**SUPPLIED RECORDS**
_ _ _

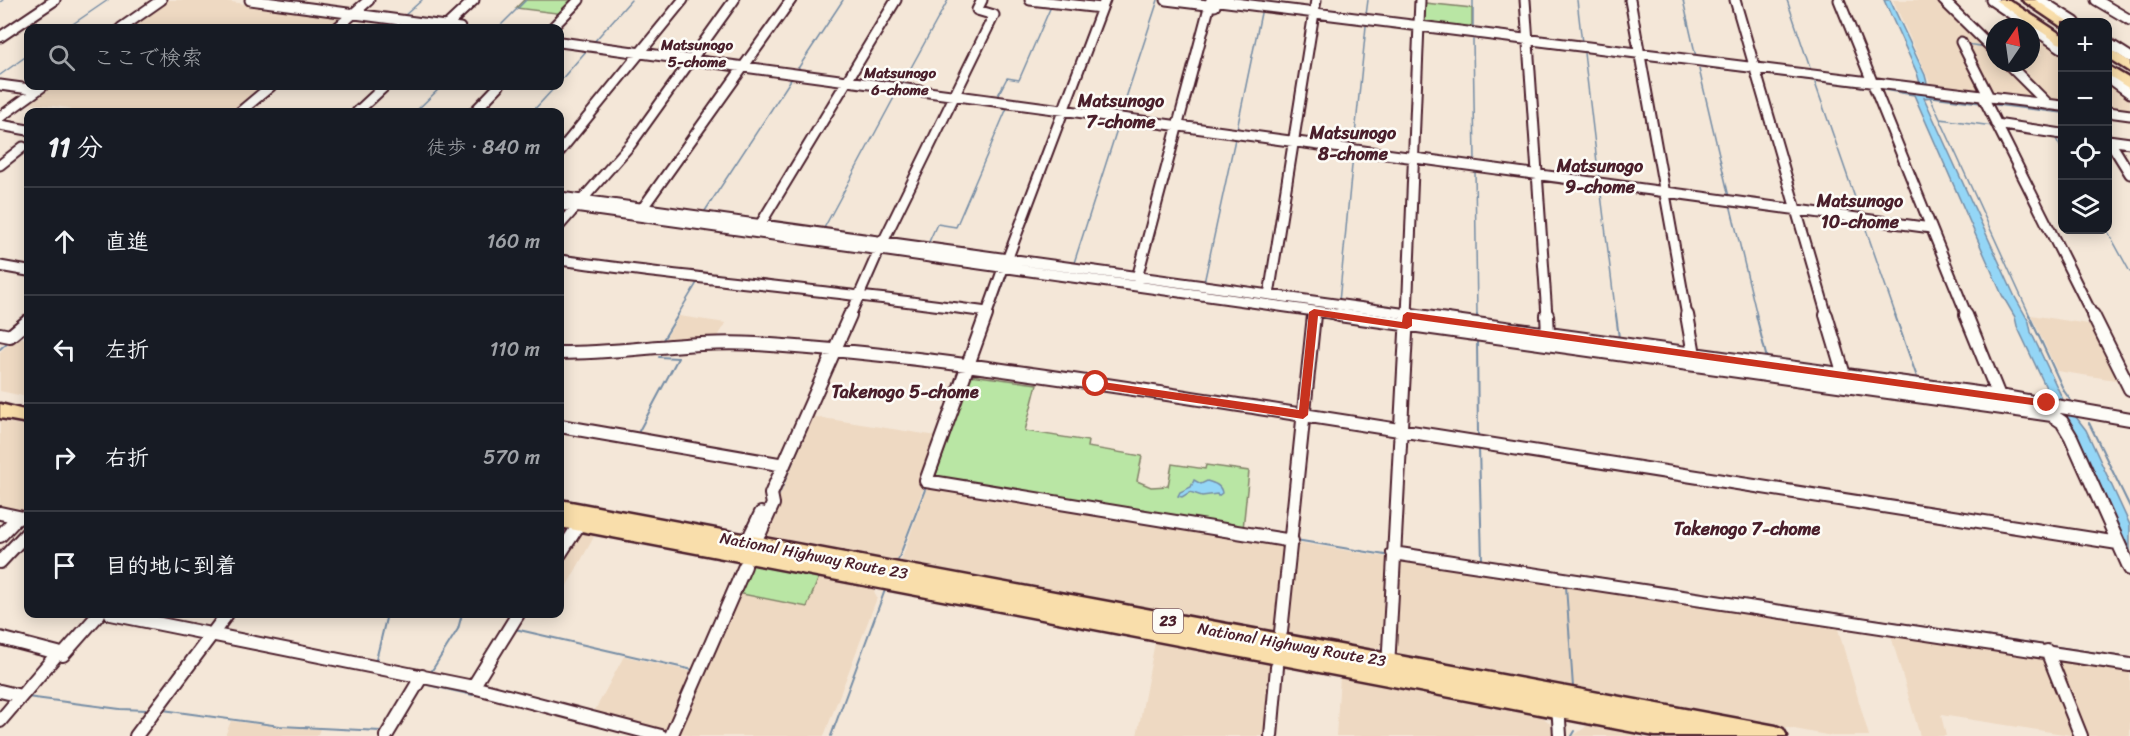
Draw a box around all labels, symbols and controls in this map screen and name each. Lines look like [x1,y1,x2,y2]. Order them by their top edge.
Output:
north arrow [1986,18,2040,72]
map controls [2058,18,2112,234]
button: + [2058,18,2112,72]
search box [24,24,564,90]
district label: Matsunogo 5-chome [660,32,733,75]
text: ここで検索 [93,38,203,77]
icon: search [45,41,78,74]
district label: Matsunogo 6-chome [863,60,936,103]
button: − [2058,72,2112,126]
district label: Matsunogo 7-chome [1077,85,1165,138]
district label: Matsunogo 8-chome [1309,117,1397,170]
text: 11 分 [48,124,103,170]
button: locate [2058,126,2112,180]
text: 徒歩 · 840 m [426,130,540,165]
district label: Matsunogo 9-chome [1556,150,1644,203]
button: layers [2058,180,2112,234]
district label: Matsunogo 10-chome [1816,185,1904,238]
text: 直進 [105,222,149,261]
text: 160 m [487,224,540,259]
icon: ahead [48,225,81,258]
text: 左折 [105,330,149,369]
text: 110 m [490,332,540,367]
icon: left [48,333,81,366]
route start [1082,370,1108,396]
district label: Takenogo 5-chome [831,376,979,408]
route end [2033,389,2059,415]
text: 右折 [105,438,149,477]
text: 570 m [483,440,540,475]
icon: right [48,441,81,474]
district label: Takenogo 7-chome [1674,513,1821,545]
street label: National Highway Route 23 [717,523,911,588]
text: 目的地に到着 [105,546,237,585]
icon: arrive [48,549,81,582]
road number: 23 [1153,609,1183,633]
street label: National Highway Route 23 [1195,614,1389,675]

_ _ _

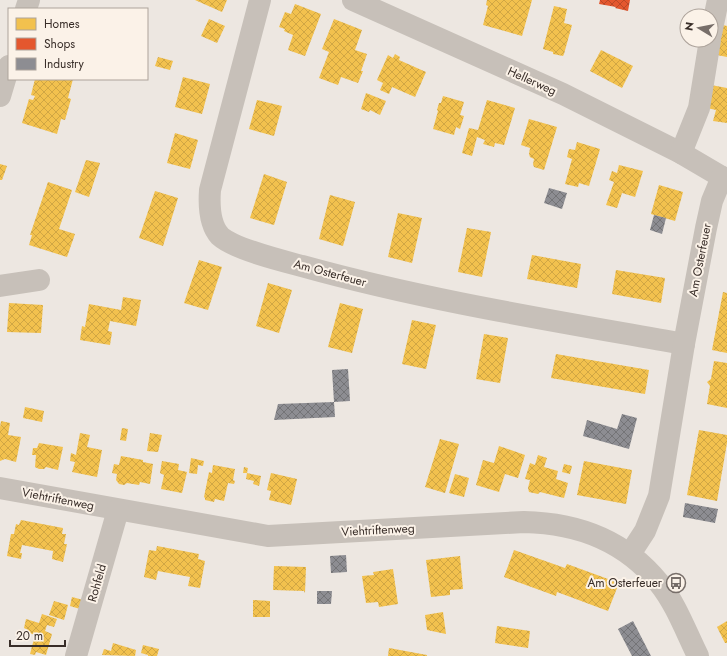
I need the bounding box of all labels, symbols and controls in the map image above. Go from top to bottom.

_ _ _

**PROBLEM DESCRIPTION**
Search the records for the word "labels". Copy each line where it appears.

**RESULT OF THE TASK**
Draw a box around all labels, symbols and controls in this map screen and name each. Lines look like [x1,y1,x2,y2]. Order them by their top edge.
I need the bounding box of all labels, symbols and controls in the map image above. Go from top to bottom.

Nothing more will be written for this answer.